Cuando llegó a la parada de taxis, Radenbaugh ya lo tenía decidido.
Subió al primero de los taxis.
– Hay un restaurante en la avenida Collins a cosa de unos dos kilómetros más allá del hotel Fontainbleau… No recuerdo el nombre pero ya se lo indicaré -le dijo al taxista.
Calculó que podría cenar tranquilamente con una buena botella de vino y llegar de todos modos a su cita con el doctor García con no más de media hora de retraso. Lo importante era que aquella noche había cumplido con la parte del trato que le correspondía, que Tynan había cumplido con la suya y que el negocio se había cerrado. Ya era hora de que lo celebrara.
Una hora y cuarto más tarde, con una estupenda cena en el estómago, Radenbaugh se sintió más a gusto y dispuesto a reunirse con el doctor García y colaborar en la transformación final de Radenbaugh en Miller. Consciente de que iba a llegar con tres cuartos de hora de retraso, Radenbaugh se apresuró a tomar otro taxi. Dio la dirección del hotel Bayamo y al momento cruzaban el puente de Miscayne Bay y entraban en la ciudad de Miami propiamente dicha.
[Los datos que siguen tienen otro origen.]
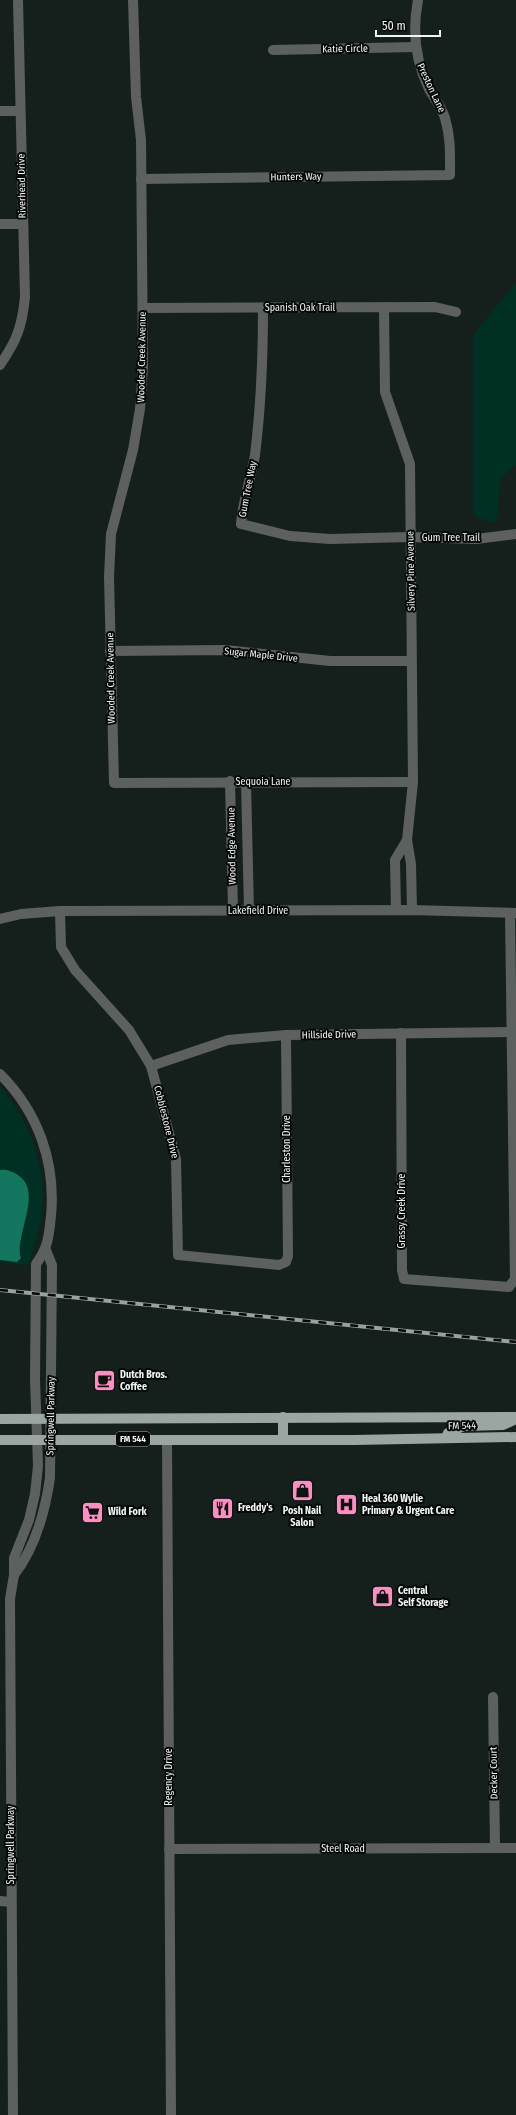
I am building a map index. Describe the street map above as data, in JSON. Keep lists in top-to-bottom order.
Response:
{
  "streets": {
    "main road": ["FM 544"],
    "street": [
      "Katie Circle",
      "Preston Lane",
      "Hunters Way",
      "Riverhead Drive",
      "Spanish Oak Trail",
      "Wooded Creek Avenue",
      "Gum Tree Way",
      "Gum Tree Trail",
      "Silvery Pine Avenue",
      "Sugar Maple Drive",
      "Sequoia Lane",
      "Wood Edge Avenue",
      "Lakefield Drive",
      "Hillside Drive",
      "Cobblestone Drive",
      "Charleston Drive",
      "Grassy Creek Drive",
      "Springwell Parkway",
      "Decker Court",
      "Regency Drive",
      "Steel Road"
    ]
  },
  "crossings": [
    ["Katie Circle", "Preston Lane"],
    ["Preston Lane", "Hunters Way"],
    ["Hunters Way", "Wooded Creek Avenue"],
    ["Spanish Oak Trail", "Wooded Creek Avenue"],
    ["Spanish Oak Trail", "Gum Tree Way"],
    ["Spanish Oak Trail", "Silvery Pine Avenue"],
    ["Wooded Creek Avenue", "Sugar Maple Drive"],
    ["Wooded Creek Avenue", "Sequoia Lane"],
    ["Gum Tree Way", "Gum Tree Trail"],
    ["Gum Tree Way", "Silvery Pine Avenue"],
    ["Gum Tree Trail", "Silvery Pine Avenue"],
    ["Silvery Pine Avenue", "Sugar Maple Drive"],
    ["Silvery Pine Avenue", "Sequoia Lane"],
    ["Silvery Pine Avenue", "Lakefield Drive"],
    ["Sequoia Lane", "Wood Edge Avenue"],
    ["Wood Edge Avenue", "Lakefield Drive"],
    ["Lakefield Drive", "Cobblestone Drive"],
    ["Hillside Drive", "Cobblestone Drive"],
    ["Hillside Drive", "Charleston Drive"],
    ["Hillside Drive", "Grassy Creek Drive"],
    ["Cobblestone Drive", "Charleston Drive"],
    ["Springwell Parkway", "FM 544"],
    ["FM 544", "Regency Drive"],
    ["Decker Court", "Steel Road"],
    ["Regency Drive", "Steel Road"]
  ],
  "places": {
    "cafe": ["Dutch Bros. Coffee"],
    "shop": ["Posh Nail Salon", "Central Self Storage"],
    "hospital": ["Heal 360 Wylie Primary & Urgent Care"],
    "restaurant": ["Freddy's"],
    "supermarket": ["Wild Fork"]
  },
  "scale_bar": "50 m"
}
Mientras el taxi enfilaba la calle Flager Oeste y se dirigía al hotel Bayamo, Radenbaugh distinguió enfrente un arracimamiento de personas: gente en las aceras y en la calzada un coche de bomberos que se estaba retirando, dos automóviles de la policía…La conmoción se había producido junto a su hotel.
– Puede usted dejarme aquí en la esquina -le dijo al taxista.
Corrió apresuradamente en dirección al escenario de los hechos. Al llegar junto a los grupos de personas allí congregados, observó que toda la atención estaba centrada en el hotel Bayamo Unos bomberos con casco estaban sacando sus mangueras del vestíbulo. El humo seguía saliendo de las destrozadas ventanas del tercer piso. Radenbaugh recordó sobresaltado que su habitación se hallaba situada en el tercer piso.
Se dirigió al espectador que tenía más cerca, un barbudo joven que lucía una camiseta de la Universidad de Miami.
– ¿Qué ha ocurrido? -le preguntó.
– Ha habido una explosión seguida de un incendio en el tercer piso hará cosa de una hora. Han quedado destruidas cuatro o cinco habitaciones. Dicen que ha muerto una persona y que otras dos han resultado heridas.
Radenbaugh miró hacia adelante y vio a tres o cuatro personas-una de ellas con un micrófono, por lo que debía de ser reportero- entrevistando a un bombero, probablemente el jefe. Se abrió paso rápidamente entre la muchedumbre, murmurando que pertenecía a la prensa, hasta que llegó a primera fila. Se encontraba situado directamente a la espalda del portavoz del servicio de extinción de incendios.
Aguzó el oído para escuchar lo que estaban diciendo.
– ¿Dice que ha habido un muerto? -estaba preguntando un reportero.
– Sí, de momento, parece ser que sólo ha habido uno. El ocupante de la habitación en la que se ha producido la explosión. Debió de morir instantáneamente. La habitación se ha incendiado y su cuerpo se ha hallado carbonizado. Su nombre era… déjenme ver… sí, aquí lo tengo… hemos encontrado algunos trozos de documentación… parece ser que se llamaba… Miller, era un tal Herbert Miller. No se dispone de más datos.
Radenbaugh tuvo que cubrirse la boca con la mano para evitar que su jadeo se hiciera audible.